Isso significa que Iris, Waldir e Vanderlan devem compor o tal triunvirato de onde sairá o próximo prefeito de Goiânia? Inicialmente, sim, mas não obrigatoriamente. Os partidos estão se debruçando em pesquisas qualitativas para saber se há realmente espaço para dois candidatos com características populares tão parecidas, como Iris e Waldir, ou se somente um deles vai “sobreviver”. Até agora, ninguém tem certeza de nada.
Por outro lado, Vanderlan permanece como uma grande incógnita. Seu recall ainda existe, mas está no fim após disputar as eleições para governador em 2010 e 2014. Além disso, não se sabe qual será a receptividade final do eleitor para o fato de sua única experiência política ter sido como prefeito da vizinha Senador Canedo. Ele melhorou bastante seu discurso, mas ainda é bem melhor e natural ao dar entrevista do que ao discursar em programas de TV.

Giuseppe Vecci, o técnico do PSDB, vai pra campanha com toda a carga positiva acumulada pelo governo estadual, e também os naturais desgastes, e a tremenda força partidária da aliança estadual. É a mais azeitada máquina eleitoral que existe no Estado, embora em Goiânia não consiga eleger prefeito desde 1996. De qualquer forma, Vecci reinaugura um fato: o de não constranger o PSDB enquanto candidato. Em eleições passadas, o tucanato viveu situações complicadas na tarefa de apoiar algumas candidaturas sem consistência técnica. Vecci tem conteúdo, e isso agrada o perfil do PSDB.

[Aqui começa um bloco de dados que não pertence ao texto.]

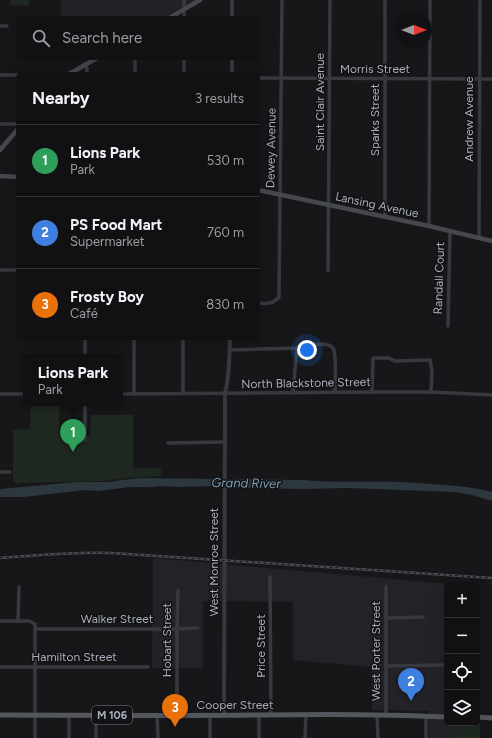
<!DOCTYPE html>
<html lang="en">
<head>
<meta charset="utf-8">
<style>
	body { margin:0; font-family:Figtree,sans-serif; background:#1e1f21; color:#f1f3f6 }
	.controls { position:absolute; right:12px; bottom:12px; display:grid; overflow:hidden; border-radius:6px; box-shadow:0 4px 16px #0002 }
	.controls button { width:36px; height:36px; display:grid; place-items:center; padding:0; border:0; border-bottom:1px solid #303133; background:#111113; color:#f1f3f6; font:20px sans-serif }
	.compass { position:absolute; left:396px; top:12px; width:36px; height:36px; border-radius:50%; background:#111113; box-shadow:0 4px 16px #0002; rotate:90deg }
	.you { position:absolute; left:307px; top:350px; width:14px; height:14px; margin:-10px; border:3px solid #fff; border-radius:50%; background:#1a73e8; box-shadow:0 0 0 6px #1a73e833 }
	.badge { display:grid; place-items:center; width:26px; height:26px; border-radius:50%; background:#2563eb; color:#fff; font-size:13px; font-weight:700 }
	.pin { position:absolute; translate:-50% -33px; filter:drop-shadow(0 1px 2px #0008) }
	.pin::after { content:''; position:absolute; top:21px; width:14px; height:12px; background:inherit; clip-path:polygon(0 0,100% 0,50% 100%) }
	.popup { position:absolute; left:23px; top:354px; width:100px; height:52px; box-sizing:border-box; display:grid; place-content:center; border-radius:6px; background:#111113; filter:drop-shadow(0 1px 3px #0005); font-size:13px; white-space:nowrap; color:#9c9da0 }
	.popup b { font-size:15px; color:#f1f3f6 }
	.popup::after { content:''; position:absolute; left:50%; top:100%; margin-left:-8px; border:8px solid transparent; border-top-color:#111113 }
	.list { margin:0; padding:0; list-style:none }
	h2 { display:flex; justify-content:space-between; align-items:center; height:52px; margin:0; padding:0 16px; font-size:17px }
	h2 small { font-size:13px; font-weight:400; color:#9c9da0 }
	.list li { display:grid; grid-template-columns:26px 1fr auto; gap:12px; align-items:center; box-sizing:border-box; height:72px; padding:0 16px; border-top:1px solid #303133 }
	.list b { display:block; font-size:15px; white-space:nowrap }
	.list p { margin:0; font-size:13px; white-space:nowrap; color:#9c9da0 }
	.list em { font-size:13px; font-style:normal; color:#9c9da0 }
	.icon { flex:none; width:22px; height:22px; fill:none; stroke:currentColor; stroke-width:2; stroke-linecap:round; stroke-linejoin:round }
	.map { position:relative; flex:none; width:492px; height:738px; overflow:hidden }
	.search { position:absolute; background:#111113; box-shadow:0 4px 16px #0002; left:16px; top:16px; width:244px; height:44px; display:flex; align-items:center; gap:10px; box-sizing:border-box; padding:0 14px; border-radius:6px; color:#9c9da0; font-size:15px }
	.panel { position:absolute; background:#111113; box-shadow:0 4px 16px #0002; left:16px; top:72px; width:244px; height:268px; border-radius:6px }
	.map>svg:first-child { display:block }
</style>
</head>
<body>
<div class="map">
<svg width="492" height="738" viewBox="0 0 492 738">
	<rect width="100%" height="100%" fill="#171719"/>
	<g fill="#232327">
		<polygon points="61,0 195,0 162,18 61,18"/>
		<polygon points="153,558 449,584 449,585 447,585 447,723 451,723 451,738 429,738 429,711 372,710 371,667 293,660 293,602 203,601 203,668 152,668"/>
	</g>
	<g fill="#1f2820">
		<polygon points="10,0 29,0 29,6 10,5"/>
		<polygon points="31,403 59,403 59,437 90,436 91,415 133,415 133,468 161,468 161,476 126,478 105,481 14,483 13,476 13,430 30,429"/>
		<rect x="451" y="723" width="29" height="15"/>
	</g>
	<path fill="#2c373e" d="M 141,478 L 304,480 C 335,483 366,481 397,482 C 408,482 420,483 431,484 C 452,485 472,487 492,492 L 492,501 L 472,495 L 455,492 L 348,488 L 304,489 L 234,488 L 213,486 L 176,487 L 161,486 L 150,487 L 130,487 L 98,491 L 84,490 L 67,492 L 24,497 L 0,497 L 0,489 L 77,482 L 109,482 L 121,480 Z"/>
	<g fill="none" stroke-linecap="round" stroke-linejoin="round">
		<g stroke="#38393f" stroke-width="3.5">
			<polyline points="184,18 184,0"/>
			<polyline points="0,26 7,26"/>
			<polyline points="85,64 87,69 87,74"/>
			<polyline points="135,74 135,58"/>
			<polyline points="184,74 184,58"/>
			<polyline points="0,75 18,75"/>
			<polyline points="258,78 492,79"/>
			<polyline points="0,124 18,124"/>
			<polyline points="385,216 385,0"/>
			<polyline points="429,226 430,0"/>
			<polyline points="479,238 480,0"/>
			<polyline points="0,270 18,270"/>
			<polyline points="328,271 330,0"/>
			<path d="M 258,303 C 267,304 273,304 279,297 L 282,0"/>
			<polyline points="448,326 450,231"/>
			<path d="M 230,350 L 297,348 L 321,344 C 325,344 330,344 333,348 C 337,354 335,383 335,392"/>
			<polyline points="85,357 85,338"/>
			<polyline points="372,392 373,358 389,358 395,361 430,360 432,372 431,392"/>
			<polyline points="183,393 183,338"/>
			<polyline points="293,393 297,348"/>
			<polyline points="0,394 26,394"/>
			<polyline points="120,394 372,392 431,392 492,395"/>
			<polyline points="134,394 134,338"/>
			<polyline points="85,440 85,403"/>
			<polyline points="168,443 225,442"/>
			<polyline points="0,472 10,472"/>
			<polyline points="270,577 271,715"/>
			<polyline points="386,618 423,617"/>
			<polyline points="0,621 29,621 35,624 35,738"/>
			<polyline points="18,621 19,587"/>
			<polyline points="35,629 177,629 198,628"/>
			<polyline points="386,666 446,665"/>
			<polyline points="0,667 148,667"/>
			<polyline points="68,715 69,719 69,738"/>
			<polyline points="96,715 96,738"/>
			<polyline points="157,715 158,738"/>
			<polyline points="177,715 177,629 178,590"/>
			<polyline points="210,715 210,738"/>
			<polyline points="259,715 259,738"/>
			<polyline points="377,715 378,738"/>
			<polyline points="386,715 386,586"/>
			<polyline points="426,716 426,738"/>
			<polyline points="305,738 306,714"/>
		</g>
		<g stroke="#38393f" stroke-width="4">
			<polyline points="232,18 232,0"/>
			<polyline points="232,58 232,74"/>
			<path d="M 224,715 L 225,393 C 230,375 229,357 230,338"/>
		</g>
		<g stroke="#46484f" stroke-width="4.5">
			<polyline points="169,18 200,0"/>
			<polyline points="69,74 97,58"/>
			<polyline points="0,150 18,129"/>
			<polyline points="0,176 18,177"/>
			<polyline points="258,190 429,226 492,241"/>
		</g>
		<g stroke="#54565e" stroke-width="5">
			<path d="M 0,715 C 87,715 173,716 260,715 C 322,714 385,714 447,717"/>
			<polyline points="477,717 492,718"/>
		</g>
		<g stroke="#4b4d54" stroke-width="2.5">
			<path id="rail" d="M 0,558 C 37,555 74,552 112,553 L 492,578"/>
		</g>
		<use href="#rail" stroke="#121214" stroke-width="1" stroke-dasharray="3" stroke-linecap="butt"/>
	</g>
	<g text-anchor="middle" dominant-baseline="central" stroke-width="3" stroke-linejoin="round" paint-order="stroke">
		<rect fill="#121214" stroke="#7b7f88" stroke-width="1" x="92" y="706" width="40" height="18" rx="3"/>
		<g font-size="11" font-weight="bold" fill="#a8aeba">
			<text x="112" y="715">M 106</text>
		</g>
		<g font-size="12" fill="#a8aeba" stroke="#121214">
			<text x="375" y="69">Morris Street</text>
			<text transform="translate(320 102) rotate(-90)">Saint Clair Avenue</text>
			<text transform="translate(469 119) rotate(-90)">Andrew Avenue</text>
			<text transform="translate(375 120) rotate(-90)">Sparks Street</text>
			<text transform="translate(271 148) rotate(-89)">Dewey Avenue</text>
			<text transform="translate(377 205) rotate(12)">Lansing Avenue</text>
			<text transform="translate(439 278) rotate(-88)">Randall Court</text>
			<text transform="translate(306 383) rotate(-1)">North Blackstone Street</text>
			<text transform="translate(214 562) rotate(-90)">West Monroe Street</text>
			<text x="117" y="619">Walker Street</text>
			<text transform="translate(167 640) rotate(-90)">Hobart Street</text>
			<text transform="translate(261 646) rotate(-90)">Price Street</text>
			<text transform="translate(376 651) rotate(-90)">West Porter Street</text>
			<text x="74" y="657">Hamilton Street</text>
			<text x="235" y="705">Cooper Street</text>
		</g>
		<g font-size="13" font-style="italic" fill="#7d9eb7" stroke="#121214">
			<text transform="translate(246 483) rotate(1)">Grand River</text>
		</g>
	</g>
</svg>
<div class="controls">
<button>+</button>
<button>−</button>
<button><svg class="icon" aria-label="locate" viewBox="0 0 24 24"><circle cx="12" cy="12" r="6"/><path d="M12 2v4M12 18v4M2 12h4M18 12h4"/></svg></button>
<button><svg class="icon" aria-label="layers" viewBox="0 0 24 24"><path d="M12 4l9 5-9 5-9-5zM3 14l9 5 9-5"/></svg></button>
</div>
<svg class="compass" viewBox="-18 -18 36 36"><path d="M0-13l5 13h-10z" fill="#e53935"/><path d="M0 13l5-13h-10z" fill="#9c9da0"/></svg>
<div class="you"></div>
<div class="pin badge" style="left:73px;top:452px;background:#2e9e5b">1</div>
<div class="popup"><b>Lions Park</b>Park</div>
<div class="pin badge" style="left:411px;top:701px;background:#3f7fe0">2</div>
<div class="pin badge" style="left:175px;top:727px;background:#e8710a">3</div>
<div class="search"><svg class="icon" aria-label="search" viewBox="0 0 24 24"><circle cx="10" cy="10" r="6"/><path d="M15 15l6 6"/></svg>Search here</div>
<section class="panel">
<h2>Nearby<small>3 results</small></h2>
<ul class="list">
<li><span class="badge" style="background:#2e9e5b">1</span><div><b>Lions Park</b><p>Park</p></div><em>530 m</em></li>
<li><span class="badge" style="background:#3f7fe0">2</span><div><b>PS Food Mart</b><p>Supermarket</p></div><em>760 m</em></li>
<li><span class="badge" style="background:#e8710a">3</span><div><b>Frosty Boy</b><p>Café</p></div><em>830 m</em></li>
</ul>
</section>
</div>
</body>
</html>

Já Bittencourt terá que se virar para não passar a campanha toda como pregador no deserto. Nos debates, sem a menor dúvida, não se espera dele nada menos que não seja um estupendo desempenho, seja no desenho técnico do discurso, seja no confronto direto das propostas com os demais concorrentes. Nos programas eleitorais, igualmente. Ele tem a melhor postura de voz dentre os candidatos que aí estão, e talvez por isso esteja se dando ao luxo de abrir mão de marqueteiro e firulas tecnológicas de comunicação no palanque eletrônico. Se isso vai funcionar ou não é algo para se constatar depois, mas é inovador. E dentro desse caráter, acaba se mostrando como um fator de diferenciação.

Uma boa estratégia para quem precisa escapar da mesmice.